Il testo di legge propone un approccio basato sulle competenze, che predilige l’apprendimento applicato, in quanto, secondo la visione di questi nuovi «progressisti», la riforma porterebbe la scuola più vicino alla reale vita quotidiana dei giovani.

Per completare la contestualizzazione della scuola nel frastuono dell’epoca in cui stiamo vivendo, i sinistri pedagoghi spagnoli decretano l’espulsione della Filosofia dall’insegnamento sostituendo la vetusta e odiata (dalle classi dirigenti) materia plurimillenaria con materie più pratiche, come il lavoro su specifiche tematiche di attualità, i problemi di convivenza in una comunità pluralista, la formazione e l’orientamento personale e professionale, la digitalizzazione, l’economia e l’imprenditorialità.

Appena nel 2017 la filosofa neo-illuminista spagnola Marina Garcés denunciava che la «deistituzionalizzazione delle attività umanistiche» è un preciso progetto cognitivo del capitalismo contemporaneo. Questo progetto non è pensato dagli Stati o le comunità scientifiche, ma è determinato dall’interesse delle banche e dalle grandi imprese che hanno un piano formativo e culturale teso alla soddisfazione del proprio fabbisogno di sempre nuove maestranze tecniche iper-specializzate.

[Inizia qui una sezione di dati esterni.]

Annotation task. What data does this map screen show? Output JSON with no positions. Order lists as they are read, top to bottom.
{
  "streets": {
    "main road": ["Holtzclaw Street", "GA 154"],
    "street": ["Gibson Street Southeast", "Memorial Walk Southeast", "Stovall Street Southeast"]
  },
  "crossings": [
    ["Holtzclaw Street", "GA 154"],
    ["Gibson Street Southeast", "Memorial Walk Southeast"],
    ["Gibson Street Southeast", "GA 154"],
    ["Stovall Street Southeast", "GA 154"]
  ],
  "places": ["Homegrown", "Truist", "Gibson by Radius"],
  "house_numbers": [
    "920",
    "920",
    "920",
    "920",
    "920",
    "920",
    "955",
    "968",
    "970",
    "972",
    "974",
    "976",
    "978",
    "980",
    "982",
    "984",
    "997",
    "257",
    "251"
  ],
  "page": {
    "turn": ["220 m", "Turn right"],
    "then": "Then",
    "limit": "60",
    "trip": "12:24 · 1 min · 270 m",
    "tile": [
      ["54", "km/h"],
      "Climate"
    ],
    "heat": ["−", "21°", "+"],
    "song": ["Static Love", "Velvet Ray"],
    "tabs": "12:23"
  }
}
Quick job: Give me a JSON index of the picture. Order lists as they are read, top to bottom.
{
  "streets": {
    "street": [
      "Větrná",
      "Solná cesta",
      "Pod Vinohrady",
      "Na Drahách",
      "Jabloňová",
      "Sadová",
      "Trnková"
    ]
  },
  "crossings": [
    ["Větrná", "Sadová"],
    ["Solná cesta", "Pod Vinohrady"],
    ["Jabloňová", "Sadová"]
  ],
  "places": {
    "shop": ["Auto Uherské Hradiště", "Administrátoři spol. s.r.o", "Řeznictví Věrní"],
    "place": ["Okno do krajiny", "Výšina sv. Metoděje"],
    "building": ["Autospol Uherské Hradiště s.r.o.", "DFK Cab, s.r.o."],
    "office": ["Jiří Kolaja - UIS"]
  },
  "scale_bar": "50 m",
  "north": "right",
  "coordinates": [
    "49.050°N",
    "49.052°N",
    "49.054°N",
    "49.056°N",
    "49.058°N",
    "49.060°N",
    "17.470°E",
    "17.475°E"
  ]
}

Inoltre, aggiungo io, questa forza lavoro, più è specializzata e più si precarizza, diventando dipendente dal dominio del sistema finanziario che pone il lavoratore e l’intellettuale, in un percorso di perenne aggiornamento del proprio ruolo subalterno. Il mercato segmenta ed esige super specialisti al fine di non rischiare di trovarsi soggetti autonomi in grado di cogliere l’insieme della complessità del sistema-mondo.

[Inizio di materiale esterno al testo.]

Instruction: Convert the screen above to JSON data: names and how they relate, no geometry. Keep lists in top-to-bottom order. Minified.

La filosofa spagnola parla della «standardizzazione della produzione cognitiva» nelle accademie dove è vincente il modello del docente burocrate che fornisce pacchetti di sapere-consumo per discenti che collezionano punti-laurea; una sorta di fabbrica di diplomi ad uso del mercato del lavoro.

La Garcés denuncia lo spirito anti-illuminista della nostra epoca, quasi preconizzasse la deriva del Governo spagnolo di questi giorni, quando spiega che «la guerra anti illuminista sta legittimando un regime sociale, culturale e politico basato sulla credulità volontaria. Kant […] parlava di uno stato di minorità di cui l’uomo è colpevole. Oggi […] abbiamo una società senile, che cinicamente è disposta a credere soltanto a ciò che risulta più utile, momento per momento[1]». Nell’epoca moderna, grazie al pensiero enciclopedico, e all’atteggiamento critico[2] che ne è scaturito, è stata realizzata l’idea di un rischiaramento del genere umano, il quale si è emancipato dalla dipendenza del sapere delle élite tipica di chi non è in grado di pensare con la propria testa. Questa dimensione teorica, questo richiamo oraziano al «Sapere aude», aveva trovato una realizzazione pratica con la scolarizzazione di massa grazie alla scuola pubblica e all’istruzione obbligatoria, pensata come strumento di autonomia dei cittadini a cui venivano fornite le conoscenze di base nelle materie che erano in grado di aprire la mente al lessico critico.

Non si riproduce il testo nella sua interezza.